═══ Available data ═══

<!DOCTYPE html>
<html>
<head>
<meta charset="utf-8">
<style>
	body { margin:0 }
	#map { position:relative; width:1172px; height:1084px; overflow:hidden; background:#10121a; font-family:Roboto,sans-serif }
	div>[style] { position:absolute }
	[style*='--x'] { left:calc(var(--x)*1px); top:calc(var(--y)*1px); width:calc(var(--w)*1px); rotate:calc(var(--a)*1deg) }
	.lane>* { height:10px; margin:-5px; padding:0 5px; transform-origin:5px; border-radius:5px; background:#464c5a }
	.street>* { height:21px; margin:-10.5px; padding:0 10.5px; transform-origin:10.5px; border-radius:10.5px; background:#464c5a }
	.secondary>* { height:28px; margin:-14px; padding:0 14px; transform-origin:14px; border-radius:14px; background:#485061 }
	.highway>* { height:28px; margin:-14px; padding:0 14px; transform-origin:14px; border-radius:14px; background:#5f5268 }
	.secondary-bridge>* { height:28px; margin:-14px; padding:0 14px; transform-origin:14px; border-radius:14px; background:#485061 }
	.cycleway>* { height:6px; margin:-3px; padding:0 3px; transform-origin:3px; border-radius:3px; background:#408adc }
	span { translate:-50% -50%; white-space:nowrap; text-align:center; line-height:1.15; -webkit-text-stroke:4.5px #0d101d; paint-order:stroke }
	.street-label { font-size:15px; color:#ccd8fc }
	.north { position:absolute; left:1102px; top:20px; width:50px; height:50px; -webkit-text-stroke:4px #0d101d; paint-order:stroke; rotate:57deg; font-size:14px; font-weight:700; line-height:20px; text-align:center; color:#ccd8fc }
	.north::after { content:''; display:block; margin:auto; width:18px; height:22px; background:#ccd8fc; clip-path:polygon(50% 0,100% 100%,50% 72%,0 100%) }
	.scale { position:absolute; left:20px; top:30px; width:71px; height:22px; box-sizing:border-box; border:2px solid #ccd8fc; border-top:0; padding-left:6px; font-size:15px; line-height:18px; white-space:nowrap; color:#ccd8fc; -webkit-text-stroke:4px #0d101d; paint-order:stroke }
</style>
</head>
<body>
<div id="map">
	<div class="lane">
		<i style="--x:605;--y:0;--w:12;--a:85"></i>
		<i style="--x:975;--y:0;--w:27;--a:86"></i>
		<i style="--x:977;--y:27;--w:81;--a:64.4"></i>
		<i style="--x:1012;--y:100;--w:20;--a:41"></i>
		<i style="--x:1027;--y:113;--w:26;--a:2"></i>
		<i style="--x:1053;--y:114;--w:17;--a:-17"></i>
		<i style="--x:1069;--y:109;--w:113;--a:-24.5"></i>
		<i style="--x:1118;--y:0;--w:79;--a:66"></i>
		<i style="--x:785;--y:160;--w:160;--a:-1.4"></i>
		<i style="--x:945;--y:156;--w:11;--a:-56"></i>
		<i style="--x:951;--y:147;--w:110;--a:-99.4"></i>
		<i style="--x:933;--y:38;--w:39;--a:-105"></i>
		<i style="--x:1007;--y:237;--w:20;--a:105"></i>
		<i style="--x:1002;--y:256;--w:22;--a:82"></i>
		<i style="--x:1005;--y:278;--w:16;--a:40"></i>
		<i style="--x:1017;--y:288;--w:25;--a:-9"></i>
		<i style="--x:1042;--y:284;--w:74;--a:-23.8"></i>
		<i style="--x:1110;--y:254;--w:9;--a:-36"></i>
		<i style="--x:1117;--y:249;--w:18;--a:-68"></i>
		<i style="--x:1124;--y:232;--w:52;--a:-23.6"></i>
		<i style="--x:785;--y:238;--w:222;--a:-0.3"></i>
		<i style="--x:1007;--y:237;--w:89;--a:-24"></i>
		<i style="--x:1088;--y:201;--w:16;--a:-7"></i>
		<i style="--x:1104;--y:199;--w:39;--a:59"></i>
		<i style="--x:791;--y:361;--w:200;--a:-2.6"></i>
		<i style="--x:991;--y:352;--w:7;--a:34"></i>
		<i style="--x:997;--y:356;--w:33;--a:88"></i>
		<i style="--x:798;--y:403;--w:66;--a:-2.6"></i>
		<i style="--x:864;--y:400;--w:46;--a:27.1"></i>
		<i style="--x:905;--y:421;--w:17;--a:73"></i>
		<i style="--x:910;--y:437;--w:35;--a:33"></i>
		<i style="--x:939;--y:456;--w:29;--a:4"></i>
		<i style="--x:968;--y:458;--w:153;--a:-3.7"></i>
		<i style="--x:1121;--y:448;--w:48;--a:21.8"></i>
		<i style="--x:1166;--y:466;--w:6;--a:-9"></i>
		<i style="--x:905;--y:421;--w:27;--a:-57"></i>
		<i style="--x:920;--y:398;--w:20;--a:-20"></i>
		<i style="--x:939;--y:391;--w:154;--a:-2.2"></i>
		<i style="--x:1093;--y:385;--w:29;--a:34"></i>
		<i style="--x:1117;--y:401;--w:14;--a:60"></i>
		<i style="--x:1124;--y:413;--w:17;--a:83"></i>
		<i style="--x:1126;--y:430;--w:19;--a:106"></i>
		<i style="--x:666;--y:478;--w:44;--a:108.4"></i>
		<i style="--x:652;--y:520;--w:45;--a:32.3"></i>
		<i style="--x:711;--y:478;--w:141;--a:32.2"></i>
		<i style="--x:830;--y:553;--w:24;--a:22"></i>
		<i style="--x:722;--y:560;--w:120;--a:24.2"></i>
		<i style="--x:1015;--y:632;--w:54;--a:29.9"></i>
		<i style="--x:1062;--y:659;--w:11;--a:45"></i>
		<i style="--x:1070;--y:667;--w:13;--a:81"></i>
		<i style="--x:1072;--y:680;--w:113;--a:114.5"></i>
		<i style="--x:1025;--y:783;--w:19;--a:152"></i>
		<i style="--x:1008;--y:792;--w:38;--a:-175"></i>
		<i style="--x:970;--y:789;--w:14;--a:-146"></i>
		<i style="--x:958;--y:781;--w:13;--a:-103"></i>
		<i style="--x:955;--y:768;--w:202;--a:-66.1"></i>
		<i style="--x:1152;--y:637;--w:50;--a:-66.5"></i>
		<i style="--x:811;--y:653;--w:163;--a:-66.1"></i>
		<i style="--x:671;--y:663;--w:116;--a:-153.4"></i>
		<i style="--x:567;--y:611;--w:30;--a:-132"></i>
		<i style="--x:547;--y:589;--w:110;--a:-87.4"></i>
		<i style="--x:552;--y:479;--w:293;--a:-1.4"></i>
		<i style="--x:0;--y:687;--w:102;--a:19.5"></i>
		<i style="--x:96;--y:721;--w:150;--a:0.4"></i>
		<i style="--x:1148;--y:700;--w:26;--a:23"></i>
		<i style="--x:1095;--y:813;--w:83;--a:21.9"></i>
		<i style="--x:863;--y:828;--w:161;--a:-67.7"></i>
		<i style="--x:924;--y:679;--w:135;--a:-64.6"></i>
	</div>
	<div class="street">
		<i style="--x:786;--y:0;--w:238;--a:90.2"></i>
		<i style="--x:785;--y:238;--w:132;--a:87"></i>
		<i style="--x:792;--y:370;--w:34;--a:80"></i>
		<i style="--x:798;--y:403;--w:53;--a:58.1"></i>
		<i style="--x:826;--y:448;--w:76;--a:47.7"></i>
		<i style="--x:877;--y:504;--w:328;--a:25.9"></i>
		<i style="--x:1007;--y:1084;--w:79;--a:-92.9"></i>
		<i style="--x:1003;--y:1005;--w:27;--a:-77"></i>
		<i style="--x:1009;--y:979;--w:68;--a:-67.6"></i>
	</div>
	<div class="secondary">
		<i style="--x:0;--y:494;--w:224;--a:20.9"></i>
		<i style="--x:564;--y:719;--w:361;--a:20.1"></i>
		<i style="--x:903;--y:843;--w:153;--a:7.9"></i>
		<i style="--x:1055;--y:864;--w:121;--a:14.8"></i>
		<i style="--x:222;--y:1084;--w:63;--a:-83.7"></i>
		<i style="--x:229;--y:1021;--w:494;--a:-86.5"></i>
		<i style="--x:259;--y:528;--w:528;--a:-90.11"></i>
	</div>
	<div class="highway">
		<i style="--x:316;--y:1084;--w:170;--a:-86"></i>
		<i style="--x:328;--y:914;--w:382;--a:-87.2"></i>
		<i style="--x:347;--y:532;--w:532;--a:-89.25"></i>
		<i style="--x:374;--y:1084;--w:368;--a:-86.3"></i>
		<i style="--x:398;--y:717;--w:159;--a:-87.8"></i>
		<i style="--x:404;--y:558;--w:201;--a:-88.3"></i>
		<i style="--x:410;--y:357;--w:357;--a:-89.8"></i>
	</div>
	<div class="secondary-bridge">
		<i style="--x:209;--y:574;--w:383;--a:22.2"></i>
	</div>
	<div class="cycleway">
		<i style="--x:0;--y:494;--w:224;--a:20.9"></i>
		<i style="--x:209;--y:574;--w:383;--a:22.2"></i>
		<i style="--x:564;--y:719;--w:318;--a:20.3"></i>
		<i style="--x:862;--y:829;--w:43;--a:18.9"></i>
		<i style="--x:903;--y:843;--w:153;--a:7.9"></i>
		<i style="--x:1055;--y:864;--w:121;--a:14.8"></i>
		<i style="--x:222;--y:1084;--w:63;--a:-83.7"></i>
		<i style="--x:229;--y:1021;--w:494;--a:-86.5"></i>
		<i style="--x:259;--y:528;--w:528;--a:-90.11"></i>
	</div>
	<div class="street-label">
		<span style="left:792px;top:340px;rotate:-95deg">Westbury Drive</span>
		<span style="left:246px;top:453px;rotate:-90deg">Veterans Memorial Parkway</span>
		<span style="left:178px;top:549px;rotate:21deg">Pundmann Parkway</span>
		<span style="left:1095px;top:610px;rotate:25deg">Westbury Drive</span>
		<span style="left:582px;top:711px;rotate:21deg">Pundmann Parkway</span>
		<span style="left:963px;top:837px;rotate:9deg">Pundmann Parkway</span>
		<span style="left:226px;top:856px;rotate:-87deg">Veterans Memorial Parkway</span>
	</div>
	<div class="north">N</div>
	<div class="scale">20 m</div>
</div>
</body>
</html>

═══
═══ Available data ═══

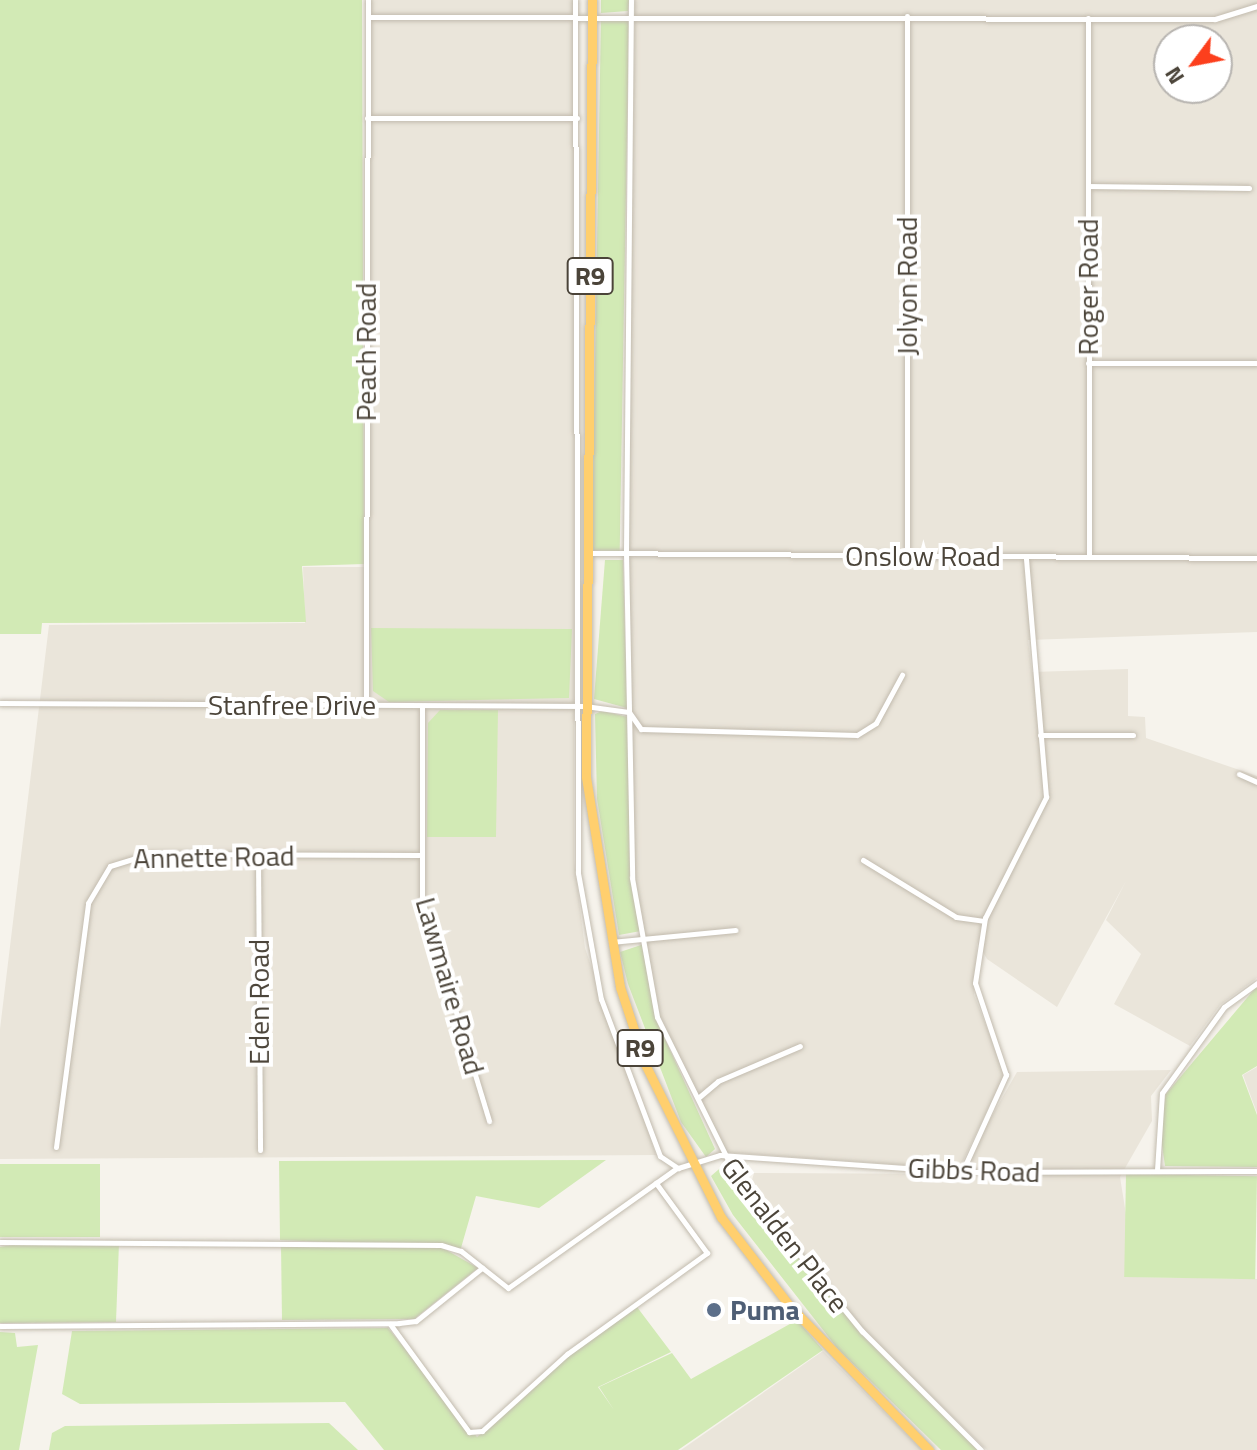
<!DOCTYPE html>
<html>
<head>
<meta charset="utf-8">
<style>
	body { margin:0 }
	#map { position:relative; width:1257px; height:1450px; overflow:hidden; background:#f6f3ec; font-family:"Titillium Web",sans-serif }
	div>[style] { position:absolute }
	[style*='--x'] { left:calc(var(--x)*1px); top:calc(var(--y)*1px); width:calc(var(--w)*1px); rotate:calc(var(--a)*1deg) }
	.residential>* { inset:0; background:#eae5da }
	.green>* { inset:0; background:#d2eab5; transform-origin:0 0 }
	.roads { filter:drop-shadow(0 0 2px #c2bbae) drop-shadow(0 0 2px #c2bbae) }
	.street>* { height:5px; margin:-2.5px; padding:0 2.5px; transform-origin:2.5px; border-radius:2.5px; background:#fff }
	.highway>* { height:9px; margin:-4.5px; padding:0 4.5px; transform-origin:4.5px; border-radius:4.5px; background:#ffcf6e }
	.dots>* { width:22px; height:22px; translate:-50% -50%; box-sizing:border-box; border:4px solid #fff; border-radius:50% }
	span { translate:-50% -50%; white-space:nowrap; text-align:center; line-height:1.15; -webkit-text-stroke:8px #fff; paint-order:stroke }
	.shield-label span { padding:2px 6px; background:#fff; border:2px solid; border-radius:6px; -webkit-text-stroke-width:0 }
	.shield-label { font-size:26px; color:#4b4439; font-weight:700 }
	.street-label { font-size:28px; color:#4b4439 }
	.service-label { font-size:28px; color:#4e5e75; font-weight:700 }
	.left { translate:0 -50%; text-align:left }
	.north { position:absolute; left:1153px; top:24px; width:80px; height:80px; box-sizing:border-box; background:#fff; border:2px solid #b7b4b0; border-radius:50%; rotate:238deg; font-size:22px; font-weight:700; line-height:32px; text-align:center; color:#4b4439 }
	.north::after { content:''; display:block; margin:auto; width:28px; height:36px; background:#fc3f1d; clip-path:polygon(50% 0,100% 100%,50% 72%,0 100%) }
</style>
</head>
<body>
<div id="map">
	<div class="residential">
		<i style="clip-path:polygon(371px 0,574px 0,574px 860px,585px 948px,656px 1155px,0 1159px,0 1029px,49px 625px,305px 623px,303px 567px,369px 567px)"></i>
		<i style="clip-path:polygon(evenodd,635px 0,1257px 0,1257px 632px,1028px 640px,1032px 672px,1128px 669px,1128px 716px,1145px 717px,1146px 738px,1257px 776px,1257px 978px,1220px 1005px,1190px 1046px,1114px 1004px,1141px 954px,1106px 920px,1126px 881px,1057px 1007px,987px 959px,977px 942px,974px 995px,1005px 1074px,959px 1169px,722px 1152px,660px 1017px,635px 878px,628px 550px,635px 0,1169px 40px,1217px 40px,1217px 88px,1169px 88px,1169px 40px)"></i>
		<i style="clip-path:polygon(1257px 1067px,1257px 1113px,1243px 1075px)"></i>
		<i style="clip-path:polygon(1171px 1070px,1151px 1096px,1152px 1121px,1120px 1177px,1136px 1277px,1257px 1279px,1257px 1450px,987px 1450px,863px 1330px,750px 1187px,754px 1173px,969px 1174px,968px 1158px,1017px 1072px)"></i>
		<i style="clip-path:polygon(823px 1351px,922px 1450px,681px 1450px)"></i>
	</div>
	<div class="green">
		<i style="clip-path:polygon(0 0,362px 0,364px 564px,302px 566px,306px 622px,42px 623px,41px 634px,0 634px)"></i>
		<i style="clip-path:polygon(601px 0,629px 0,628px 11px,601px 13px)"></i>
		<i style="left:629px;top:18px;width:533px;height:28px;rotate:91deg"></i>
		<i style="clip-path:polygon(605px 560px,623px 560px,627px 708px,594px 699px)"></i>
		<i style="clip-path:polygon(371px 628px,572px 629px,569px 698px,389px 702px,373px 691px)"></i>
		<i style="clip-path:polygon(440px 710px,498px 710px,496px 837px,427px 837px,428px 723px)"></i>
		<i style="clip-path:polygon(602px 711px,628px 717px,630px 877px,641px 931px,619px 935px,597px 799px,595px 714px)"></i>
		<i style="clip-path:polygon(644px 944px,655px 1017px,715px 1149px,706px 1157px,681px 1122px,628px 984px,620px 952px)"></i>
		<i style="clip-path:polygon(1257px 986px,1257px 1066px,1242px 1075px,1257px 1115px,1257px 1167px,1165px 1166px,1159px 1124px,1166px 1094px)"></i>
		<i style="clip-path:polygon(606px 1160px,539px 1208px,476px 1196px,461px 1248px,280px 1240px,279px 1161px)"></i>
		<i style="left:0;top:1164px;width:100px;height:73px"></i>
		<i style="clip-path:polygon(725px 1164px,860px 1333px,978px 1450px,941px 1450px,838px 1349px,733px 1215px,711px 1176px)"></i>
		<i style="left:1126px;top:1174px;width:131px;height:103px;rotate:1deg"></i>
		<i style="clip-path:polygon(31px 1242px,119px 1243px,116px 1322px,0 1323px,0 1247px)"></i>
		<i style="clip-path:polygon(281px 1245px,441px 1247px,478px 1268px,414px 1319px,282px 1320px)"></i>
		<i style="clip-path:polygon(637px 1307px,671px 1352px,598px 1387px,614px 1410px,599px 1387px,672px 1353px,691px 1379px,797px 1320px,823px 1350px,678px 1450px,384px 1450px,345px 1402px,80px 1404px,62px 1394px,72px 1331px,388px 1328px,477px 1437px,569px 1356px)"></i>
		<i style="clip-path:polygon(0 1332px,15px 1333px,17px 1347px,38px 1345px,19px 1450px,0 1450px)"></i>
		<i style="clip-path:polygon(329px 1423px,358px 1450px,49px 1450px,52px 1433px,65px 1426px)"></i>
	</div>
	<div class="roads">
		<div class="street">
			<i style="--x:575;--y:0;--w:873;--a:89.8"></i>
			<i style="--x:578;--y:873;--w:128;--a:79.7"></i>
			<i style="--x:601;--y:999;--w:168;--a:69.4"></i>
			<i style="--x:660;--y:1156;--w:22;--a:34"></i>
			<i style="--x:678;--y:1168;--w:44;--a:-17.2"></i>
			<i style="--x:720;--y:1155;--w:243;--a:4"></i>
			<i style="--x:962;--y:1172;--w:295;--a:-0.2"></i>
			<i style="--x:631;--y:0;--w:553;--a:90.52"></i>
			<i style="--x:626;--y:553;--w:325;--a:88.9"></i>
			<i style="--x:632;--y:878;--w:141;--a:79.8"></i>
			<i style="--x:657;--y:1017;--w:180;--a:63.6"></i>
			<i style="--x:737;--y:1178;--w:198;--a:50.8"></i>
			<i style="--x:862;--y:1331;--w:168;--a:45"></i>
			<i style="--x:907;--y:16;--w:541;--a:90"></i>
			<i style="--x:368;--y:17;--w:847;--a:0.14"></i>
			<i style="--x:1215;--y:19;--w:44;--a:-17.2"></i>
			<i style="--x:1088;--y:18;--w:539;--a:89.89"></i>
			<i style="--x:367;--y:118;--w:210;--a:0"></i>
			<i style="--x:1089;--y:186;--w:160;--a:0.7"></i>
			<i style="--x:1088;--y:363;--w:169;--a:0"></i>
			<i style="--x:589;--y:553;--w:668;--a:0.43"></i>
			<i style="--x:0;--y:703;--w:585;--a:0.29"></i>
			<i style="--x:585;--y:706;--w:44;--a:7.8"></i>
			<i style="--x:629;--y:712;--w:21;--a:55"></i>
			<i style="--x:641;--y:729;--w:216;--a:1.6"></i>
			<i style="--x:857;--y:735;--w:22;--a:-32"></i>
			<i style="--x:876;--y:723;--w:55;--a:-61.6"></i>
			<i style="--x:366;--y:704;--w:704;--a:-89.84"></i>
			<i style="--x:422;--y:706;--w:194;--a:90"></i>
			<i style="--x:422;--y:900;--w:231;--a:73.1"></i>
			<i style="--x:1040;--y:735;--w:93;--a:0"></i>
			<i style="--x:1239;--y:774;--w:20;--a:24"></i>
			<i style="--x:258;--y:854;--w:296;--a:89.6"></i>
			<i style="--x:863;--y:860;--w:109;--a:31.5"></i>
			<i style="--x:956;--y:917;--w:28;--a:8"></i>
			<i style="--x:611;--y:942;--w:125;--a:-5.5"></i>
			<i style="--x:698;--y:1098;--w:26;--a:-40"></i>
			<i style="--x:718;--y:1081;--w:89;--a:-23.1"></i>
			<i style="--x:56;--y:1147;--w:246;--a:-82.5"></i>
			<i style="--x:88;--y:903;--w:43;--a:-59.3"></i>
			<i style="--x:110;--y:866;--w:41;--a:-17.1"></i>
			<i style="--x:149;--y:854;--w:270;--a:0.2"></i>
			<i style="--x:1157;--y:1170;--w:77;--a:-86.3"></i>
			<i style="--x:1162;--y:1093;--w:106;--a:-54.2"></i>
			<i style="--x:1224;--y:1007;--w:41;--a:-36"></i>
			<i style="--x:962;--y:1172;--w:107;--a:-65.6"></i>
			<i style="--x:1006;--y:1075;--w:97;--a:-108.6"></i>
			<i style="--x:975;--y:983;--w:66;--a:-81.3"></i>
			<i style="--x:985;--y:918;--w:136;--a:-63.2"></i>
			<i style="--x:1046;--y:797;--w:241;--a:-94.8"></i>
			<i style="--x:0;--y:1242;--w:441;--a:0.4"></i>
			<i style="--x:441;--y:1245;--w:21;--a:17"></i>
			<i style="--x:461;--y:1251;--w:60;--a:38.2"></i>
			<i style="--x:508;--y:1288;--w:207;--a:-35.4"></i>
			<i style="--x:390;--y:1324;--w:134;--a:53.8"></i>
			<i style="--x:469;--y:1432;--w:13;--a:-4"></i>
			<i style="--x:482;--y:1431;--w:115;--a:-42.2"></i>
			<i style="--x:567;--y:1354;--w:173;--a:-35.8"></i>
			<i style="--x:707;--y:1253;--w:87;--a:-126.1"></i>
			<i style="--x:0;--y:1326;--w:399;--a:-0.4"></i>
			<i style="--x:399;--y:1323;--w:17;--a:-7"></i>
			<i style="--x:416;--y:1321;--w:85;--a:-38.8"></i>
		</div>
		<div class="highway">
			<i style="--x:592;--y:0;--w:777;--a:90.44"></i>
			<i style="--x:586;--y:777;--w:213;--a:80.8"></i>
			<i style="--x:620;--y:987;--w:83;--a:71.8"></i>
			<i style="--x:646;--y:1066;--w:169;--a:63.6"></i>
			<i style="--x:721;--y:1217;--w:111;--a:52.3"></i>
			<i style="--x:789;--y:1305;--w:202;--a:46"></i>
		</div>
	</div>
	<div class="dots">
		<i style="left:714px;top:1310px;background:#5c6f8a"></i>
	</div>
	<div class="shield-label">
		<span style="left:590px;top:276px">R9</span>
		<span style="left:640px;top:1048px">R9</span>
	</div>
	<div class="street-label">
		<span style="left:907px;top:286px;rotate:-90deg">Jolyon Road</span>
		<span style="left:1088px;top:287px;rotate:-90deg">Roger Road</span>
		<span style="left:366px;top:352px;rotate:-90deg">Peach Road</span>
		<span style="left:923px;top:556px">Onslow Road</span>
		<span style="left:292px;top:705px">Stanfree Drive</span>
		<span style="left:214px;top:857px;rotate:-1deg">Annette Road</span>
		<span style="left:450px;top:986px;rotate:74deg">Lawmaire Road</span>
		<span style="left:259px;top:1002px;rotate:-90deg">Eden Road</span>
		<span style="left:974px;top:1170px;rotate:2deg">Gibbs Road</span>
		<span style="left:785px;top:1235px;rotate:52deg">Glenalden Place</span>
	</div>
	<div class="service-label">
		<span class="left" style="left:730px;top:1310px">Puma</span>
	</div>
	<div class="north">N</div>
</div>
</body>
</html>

═══

Task brief: Give again, word for word, every line of the listing above from the one with "filter:drop-shadow(0 0 2px" to the one with "padding:2px 6px; background:#fff;", both inclusive, and nothing beyond them.

Problem solution:
	.roads { filter:drop-shadow(0 0 2px #c2bbae) drop-shadow(0 0 2px #c2bbae) }
	.street>* { height:5px; margin:-2.5px; padding:0 2.5px; transform-origin:2.5px; border-radius:2.5px; background:#fff }
	.highway>* { height:9px; margin:-4.5px; padding:0 4.5px; transform-origin:4.5px; border-radius:4.5px; background:#ffcf6e }
	.dots>* { width:22px; height:22px; translate:-50% -50%; box-sizing:border-box; border:4px solid #fff; border-radius:50% }
	span { translate:-50% -50%; white-space:nowrap; text-align:center; line-height:1.15; -webkit-text-stroke:8px #fff; paint-order:stroke }
	.shield-label span { padding:2px 6px; background:#fff; border:2px solid; border-radius:6px; -webkit-text-stroke-width:0 }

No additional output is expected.